§ **Task to carry out**
Find the word "rows" in the listing below, then return every line it appears in.

§ **Materials provided**
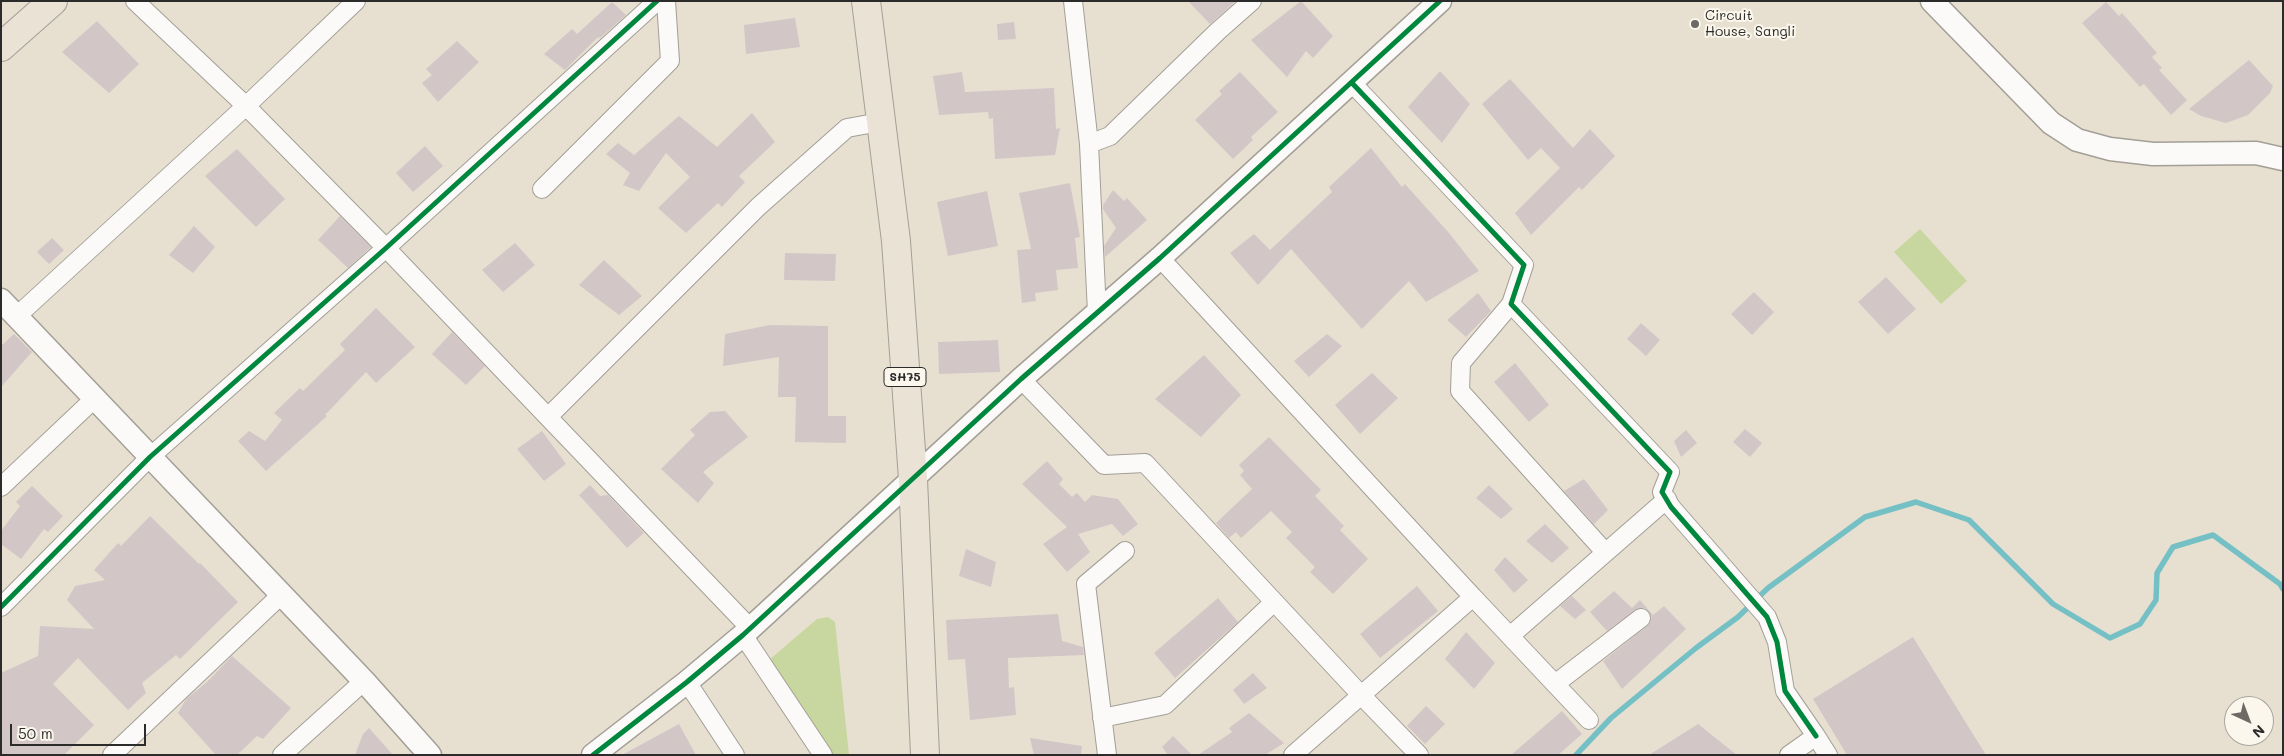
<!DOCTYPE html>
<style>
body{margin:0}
#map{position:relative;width:2284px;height:756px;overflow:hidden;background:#e7e0d1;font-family:Mali,sans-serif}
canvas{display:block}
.frame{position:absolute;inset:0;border:2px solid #2b2b2b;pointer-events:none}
.north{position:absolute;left:2224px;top:696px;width:50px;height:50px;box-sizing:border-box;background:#fbf7ec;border:1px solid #a8a59f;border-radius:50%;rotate:137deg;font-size:14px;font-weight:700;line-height:20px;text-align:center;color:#2b2b2b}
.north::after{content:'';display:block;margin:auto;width:18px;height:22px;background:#6d6a65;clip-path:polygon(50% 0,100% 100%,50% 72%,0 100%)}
.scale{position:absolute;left:10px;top:724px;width:136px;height:22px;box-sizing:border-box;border:2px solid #2b2b2b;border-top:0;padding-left:6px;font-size:15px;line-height:18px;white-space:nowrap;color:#2b2b2b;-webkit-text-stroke:4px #fbf7ec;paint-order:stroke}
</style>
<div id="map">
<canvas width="2284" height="756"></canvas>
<div class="frame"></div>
<div class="north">N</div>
<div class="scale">50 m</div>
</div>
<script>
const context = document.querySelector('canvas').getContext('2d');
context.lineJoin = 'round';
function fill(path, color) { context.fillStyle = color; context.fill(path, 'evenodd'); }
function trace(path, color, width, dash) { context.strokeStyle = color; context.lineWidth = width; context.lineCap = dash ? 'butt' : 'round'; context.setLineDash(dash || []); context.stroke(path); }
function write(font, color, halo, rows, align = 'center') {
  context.font = font + ' Mali,sans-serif'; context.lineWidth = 4; context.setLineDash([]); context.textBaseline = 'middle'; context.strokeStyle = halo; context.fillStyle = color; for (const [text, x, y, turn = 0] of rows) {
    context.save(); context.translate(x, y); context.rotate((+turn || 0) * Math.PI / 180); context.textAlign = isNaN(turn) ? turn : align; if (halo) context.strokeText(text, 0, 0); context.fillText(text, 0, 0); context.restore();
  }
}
fill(new Path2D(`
 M1920,229L1967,281L1941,304L1894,252Z
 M828,617L835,622L849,755H817L769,660L817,619Z`), '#c8d7a0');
trace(new Path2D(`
 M1576,755L1611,718L1696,648L1738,617L1768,588L1865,517L1916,502L1969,520L2053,604L2110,638L2140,624L2156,600L2157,573L2173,547L2213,535L2280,584L2283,589`), '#75c0c5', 5.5);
fill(new Path2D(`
 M1188,1H1236L1210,24Z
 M1301,1L1333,36L1313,58L1306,51L1287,77L1251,40Z
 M612,2L626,15L600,38L598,37L565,70L544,54L572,29L577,34Z
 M2106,2L2119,16L2122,13L2157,53L2152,57L2162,68L2159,70L2187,100L2171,115L2144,84L2140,87L2082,23Z
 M795,18L800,47L746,54L744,25Z
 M97,21L139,64L109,93L62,52Z
 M1014,22L1016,39L998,40L997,24Z
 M457,41L479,62L438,102L422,83L432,75L426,69Z
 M2249,60L2273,86L2270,93L2248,115L2226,123L2201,116L2189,109Z
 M1440,71L1470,104L1442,143L1408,107Z
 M962,72L965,92L1054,88L1056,129L1060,128L1055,155L995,159L993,118L989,119L988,112L939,115L933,76Z
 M1240,72L1278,112L1251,137L1253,140L1233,159L1195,120L1222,94L1219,91Z
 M1510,79L1573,148L1590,129L1615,156L1582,190L1579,187L1531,235L1515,213L1560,168L1541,148L1528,160L1482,104Z
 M752,113L775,142L739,176L745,182L722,207L718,203L686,233L658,208L690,177L666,153L639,191L623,185L630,173L606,154L618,143L634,155L679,116L717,147Z
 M425,146L443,166L413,192L396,173Z
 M1371,148L1402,187L1405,184L1449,233L1479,271L1426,302L1409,281L1362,329L1291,249L1258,285L1230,253L1254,234L1270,250L1332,192L1329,187Z
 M237,149L285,199L256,227L205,176Z
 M1070,183L1080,237L1075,238L1078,268L1056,270L1058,290L1035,293L1036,301L1022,303L1017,250L1031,249L1019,193Z
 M1113,190L1124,201L1127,198L1147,220L1105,257L1104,246L1116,228L1103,209V205Z
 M987,191L998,246L948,256L937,202Z
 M340,216L371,247L348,268L318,240Z
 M194,226L215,247L193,273L169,255Z
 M52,238L64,250L49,264L37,252Z
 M515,243L535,265L503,292L482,270Z
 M785,253L836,254L835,281L784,280Z
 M604,260L642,296L619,315L579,285Z
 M1886,277L1916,309L1888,334L1858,302Z
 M1754,292L1774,312L1752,335L1731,314Z
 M1478,293L1491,311L1466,337L1447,320Z
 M376,308L415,347L376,383L366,372L325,415L327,416L266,471L238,441L249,431L265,441L282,420L274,413L300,388L303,391L345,350L340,344Z
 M1641,323L1660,340L1646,356L1627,339Z
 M770,325L828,326V416H846V443L795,442L796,397H778L779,357L723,366L725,334Z
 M452,332L485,366L466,385L432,354Z
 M14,334L32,352L1,387V346Z
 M1327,334L1342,346L1309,377L1294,361Z
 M998,340L1000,372L939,374L938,342Z
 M1204,355L1241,395L1201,437L1155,399Z
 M1515,363L1549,405L1529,422L1494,382Z
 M1372,373L1398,398L1360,434L1335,405Z
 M725,411L748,437L703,472L714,483L698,503L661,469L695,435L690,430L710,412Z
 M1745,429L1762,443L1750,457L1733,442Z
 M1686,430L1697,443L1681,457L1674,441Z
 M542,431L566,464L544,481L517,449Z
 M1269,437L1321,490L1315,496L1344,526L1340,530L1368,559L1333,594L1310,572L1315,567L1286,538L1292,532L1271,511L1241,538L1236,532L1229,538L1216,523L1252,489L1240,475L1244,471L1239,465Z
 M1047,461L1063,479L1059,484L1072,497L1077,493L1085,502L1092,495L1118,499L1138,524L1123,536L1112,524L1078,534L1090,552L1067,572L1043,544L1067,527L1022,484Z
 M1584,479L1608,510L1594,524L1564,491Z
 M590,485L600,496L608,495L644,533L627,548L579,495Z
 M1489,485L1513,509L1501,519L1476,498Z
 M32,486L63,516L48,532L44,529L21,559L1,544V531L20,506L16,502Z
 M150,516L199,564L200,563L238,602L180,659L176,655L142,683L146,693L128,710L78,658L53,684L94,725L64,755H1V673L38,656L40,626L94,629L67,600L75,586L105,580L94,570L118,543L121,546Z
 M1545,524L1569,548L1552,563L1526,541Z
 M966,549L996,562L991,587L959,576Z
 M1505,557L1528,580L1514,593L1494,570Z
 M1417,586L1438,611L1380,658L1360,634Z
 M1614,591L1632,608L1640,600L1653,615L1664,606L1686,629L1622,689L1603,661L1647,626L1652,617L1645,608H1639L1607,631L1590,612Z
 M1572,596L1586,610L1575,619L1560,606Z
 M1218,598L1238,622L1175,678L1154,653Z
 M1058,614L1062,641L1083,647L1084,655L1008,658L1009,688L1014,687L1016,715L970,720L965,659L948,660L946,620Z
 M1466,632L1495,663L1474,689L1445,659Z
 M1913,637L1971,731L1986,755H1847L1813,699Z
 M232,656L291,708L263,739L257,736L237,755H216L178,713L186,699L207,682Z
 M1253,673L1267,688L1244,704L1233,690Z
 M1426,706L1445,724L1425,744L1407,726Z
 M1562,711L1582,734L1558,755H1511Z
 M1249,713L1284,743L1265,755H1198L1232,732L1229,728Z
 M679,724L696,755H622Z
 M1698,724L1737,755H1649Z
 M369,728L393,755H355L363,734Z
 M1173,736L1192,755H1168L1162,747Z
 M1030,738L1082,746L1081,755H1034Z`), '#d3c6c7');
const minor = new Path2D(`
 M135,1L246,106L386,248L750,628
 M1073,1L1089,144L1097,313
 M1352,83L1524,265L1511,304L1670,472L1662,492L1671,507L1767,617L1777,642L1785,691L1816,736
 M1089,144L1110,136L1218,31L1252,1
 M542,189L670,61L666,1
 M1160,258L1473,597L1293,755
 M1511,304L1461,363L1460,391L1605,552
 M18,315L246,106L356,1
 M1021,379L1104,465L1145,463L1361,695L1419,755
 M548,417L758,207L847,128L880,122
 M1,487L94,399
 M1473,597L1589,720
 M1,607L150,457L386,248L657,1
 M743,635L823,755
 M1510,636L1667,499
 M687,682L735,755
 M1555,684L1641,618
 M1102,718L1165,705L1274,602
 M112,755L281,595
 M282,755L364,681
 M1107,755L1086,584L1125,551
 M1789,755L1816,736L1828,755`);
const tertiary = new Path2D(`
 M1932,1L2051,123L2077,140L2110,149L2153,154L2256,153L2283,159
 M1,300L364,681L430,755
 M593,755L687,682L743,635L1021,379L1160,258L1440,1`);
const primary = new Path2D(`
 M866,1L896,241L913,479L925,755
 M1,47L53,1`);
trace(minor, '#a39f97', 20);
trace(tertiary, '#a39f97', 25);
trace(primary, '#a39f97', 30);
trace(minor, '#fbfaf8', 18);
trace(tertiary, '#fbfaf8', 22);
trace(primary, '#eae2d5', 28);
trace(new Path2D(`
 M1352,83L1524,265L1511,304L1670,472L1662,492L1671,507L1767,617L1777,642L1785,691L1816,736
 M1,607L150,457L386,248L657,1
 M593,755L687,682L743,635L1021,379L1160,258L1440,1`), '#00873e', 5);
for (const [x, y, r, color] of [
 [1695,24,5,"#6d6a65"]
]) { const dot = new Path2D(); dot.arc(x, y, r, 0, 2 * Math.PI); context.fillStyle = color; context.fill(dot); trace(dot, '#fbf7ec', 2); }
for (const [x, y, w] of [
 [905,377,42]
]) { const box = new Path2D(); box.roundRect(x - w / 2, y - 9.5, w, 19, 4); context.fillStyle = '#fbf7ec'; context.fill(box); trace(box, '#2b2b2b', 1); }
write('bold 12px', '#2b2b2b', null, [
 ["SH75",905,377]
]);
write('14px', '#2b2b2b', '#fbf7ec', [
 ["Circuit",1705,16],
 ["House, Sangli",1705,32]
], 'left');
</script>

§ **Reply to the task**
function write(font, color, halo, rows, align = 'center') {
  context.font = font + ' Mali,sans-serif'; context.lineWidth = 4; context.setLineDash([]); context.textBaseline = 'middle'; context.strokeStyle = halo; context.fillStyle = color; for (const [text, x, y, turn = 0] of rows) {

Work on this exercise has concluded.